巨人は巨体を大きく揺らしながら倒れ込み、その間に俺達は残る腕とは反対方向に回り込んだ。
マナポーションを決めつつ、モンスターカードでドラゴンを召喚して少しでもダメージを与えながら、次撃に備えていると、聞こえて来るのは武技を放つ声。
時折専用武技が放たれ、数少ない其れ等が巨人の腕を穿つ。
そんな中、それは起きた。
——想定内だ。
巨人が腕を振り上げるのは。
残った1本の腕は、空に高く掲げられ、紅く赤熱化する。
「来るぞ!」
その声に応えた様に、腕が大地へ叩き付けられた。
爆発——
——轟音。
凄まじい振動が大地を伝い、危うく転びそうになる。
流石に備えていただけあり、皆衝撃に耐えたが、戦場は酷い有様だった。
噴き上がった炎は青い粒子を幾重にも纏って吹き抜け、生きている者の方が少ない地獄絵図。

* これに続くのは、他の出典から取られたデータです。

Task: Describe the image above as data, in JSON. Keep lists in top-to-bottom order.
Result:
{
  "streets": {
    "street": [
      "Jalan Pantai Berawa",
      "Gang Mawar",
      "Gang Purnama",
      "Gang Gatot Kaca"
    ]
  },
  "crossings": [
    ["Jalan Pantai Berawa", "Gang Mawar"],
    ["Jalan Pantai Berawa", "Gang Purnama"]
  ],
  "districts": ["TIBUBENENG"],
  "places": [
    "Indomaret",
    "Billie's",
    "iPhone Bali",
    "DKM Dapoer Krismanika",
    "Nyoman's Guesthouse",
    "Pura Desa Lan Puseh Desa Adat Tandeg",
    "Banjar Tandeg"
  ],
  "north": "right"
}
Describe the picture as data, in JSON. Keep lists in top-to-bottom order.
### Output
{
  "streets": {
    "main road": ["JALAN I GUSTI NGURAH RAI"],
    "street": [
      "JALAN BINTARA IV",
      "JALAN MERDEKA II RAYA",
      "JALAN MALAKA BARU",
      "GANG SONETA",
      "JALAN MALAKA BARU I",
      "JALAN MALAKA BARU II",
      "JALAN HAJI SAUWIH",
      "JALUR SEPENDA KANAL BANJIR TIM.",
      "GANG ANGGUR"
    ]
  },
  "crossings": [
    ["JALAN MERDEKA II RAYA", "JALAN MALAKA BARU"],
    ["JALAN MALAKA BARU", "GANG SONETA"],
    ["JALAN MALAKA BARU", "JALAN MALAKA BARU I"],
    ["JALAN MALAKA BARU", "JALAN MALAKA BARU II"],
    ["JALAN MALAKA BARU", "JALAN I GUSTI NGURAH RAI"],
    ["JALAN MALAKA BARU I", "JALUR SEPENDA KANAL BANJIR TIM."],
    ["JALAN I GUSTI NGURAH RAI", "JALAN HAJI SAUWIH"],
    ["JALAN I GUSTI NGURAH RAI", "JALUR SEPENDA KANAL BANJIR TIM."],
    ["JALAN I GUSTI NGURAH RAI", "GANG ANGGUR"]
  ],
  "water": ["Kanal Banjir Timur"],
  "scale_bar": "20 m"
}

腕側に転がっている者達は軒並み気絶状態で、立っている者は誰1人としていなかった。
「ラスト、行くぞ!」
叱咤激励の声を放ち、大地を蹴る。
狙うは、直接胴体への攻撃。
接近するや、俺達は武技を放った。
「ドラゴンキラー!!」
「ドラゴンクラッシャー!!」
「フレアプレス!!」
「ドラゴンブレス!!」
「マルチプルドラゴンシュート!!」
次々と直撃する攻撃は巨人の胴体を削り、何故か腕の結晶が砕け散る。
そうかと思えば、胴体から大きく色を減じさせた結晶が現れた。
ダメージが分散したらしい。
硬直が解けるや、俺は直ぐ様被弾を無視して突っ込み、剣を振るった。
これで終わってくれよ!!
「ドラゴンックロー!!」
出現した竜の腕が、炎を纏う結晶へ叩き付けられる。
鉤爪は結晶を叩き潰さんと振るわれ、そして——
——砕け散った。
「……」
残心。
と言うか気絶寸前。
流石にもう、ドラゴンキラーは撃てない。ドラゴンクローも出来て1発。それを撃ったら気を失う。
それぐらいの疲労感の中、どうにか立ち上がる。
振り返りながら拳を振り上げ——
「——勝ちだッ……!!」
勝利の宣言と共に、目の前に木箱が落ちて来た。